Submitted by Andrew Waycott, COO & Co-Founder at TwinThread
Picture this as a use case for remote manufacturing: One of your pump experts is capable of monitoring your entire fleet of pumps globally and across your entire operation, instead of just interpreting data on a per-asset or per-location basis. Imagine what that could mean with regard to scaling that expert’s knowledge, paired with the insights they uncover.
Simply put, you want to be able to free your subject-matter experts up to accomplish as much as they possibly can. Having them duplicate their efforts by physically traveling to this site and that site, and this factory and that factory, and this asset and that asset will not allow them to maximize their time and scale their findings. However, if they could see the performance of all assets, from one place, they would be much more capable of quickly and easily identifying opportunities to scale the findings of top-performing assets and pieces of equipment.

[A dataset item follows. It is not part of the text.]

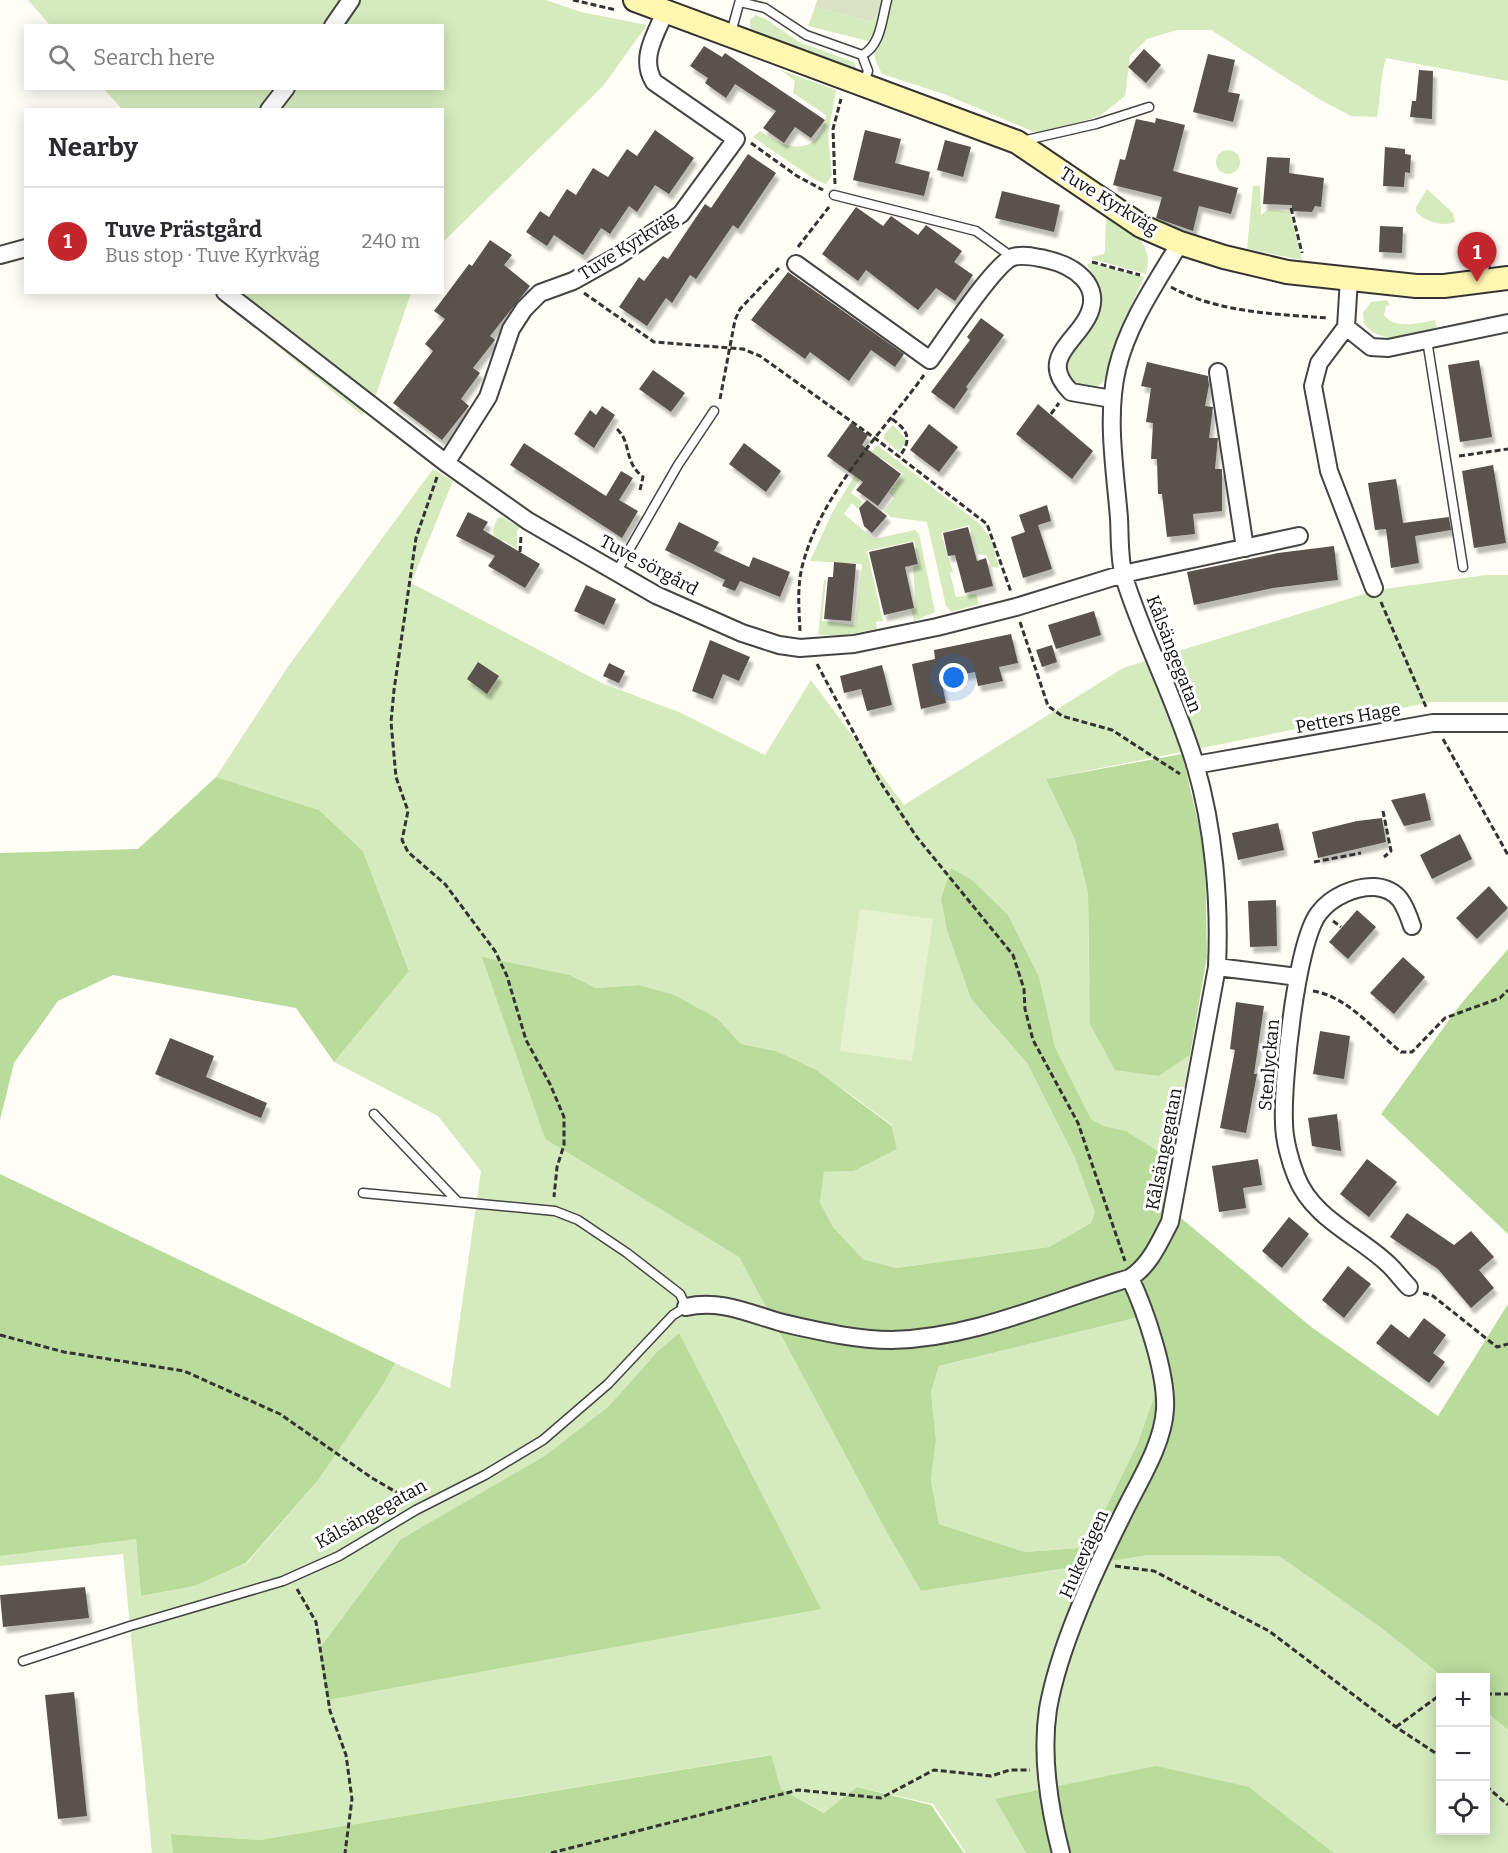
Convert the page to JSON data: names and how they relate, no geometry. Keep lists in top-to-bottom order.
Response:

With the connectivity an intuitive Predictive Operations Platform provides, your problem-solvers will be fed the information they need without having to be in the physical location where the data is originating. This means your key operational decision-makers will be freed from strategizing in the blind. Instead, it will be quick and clear where opportunities for improved efficiency reside.
Without real-time access to enterprise-wide performance data, your experts are siloed. With the ability to remotely determine top performing assets, the only question that remains is, what will you be optimizing at scale next?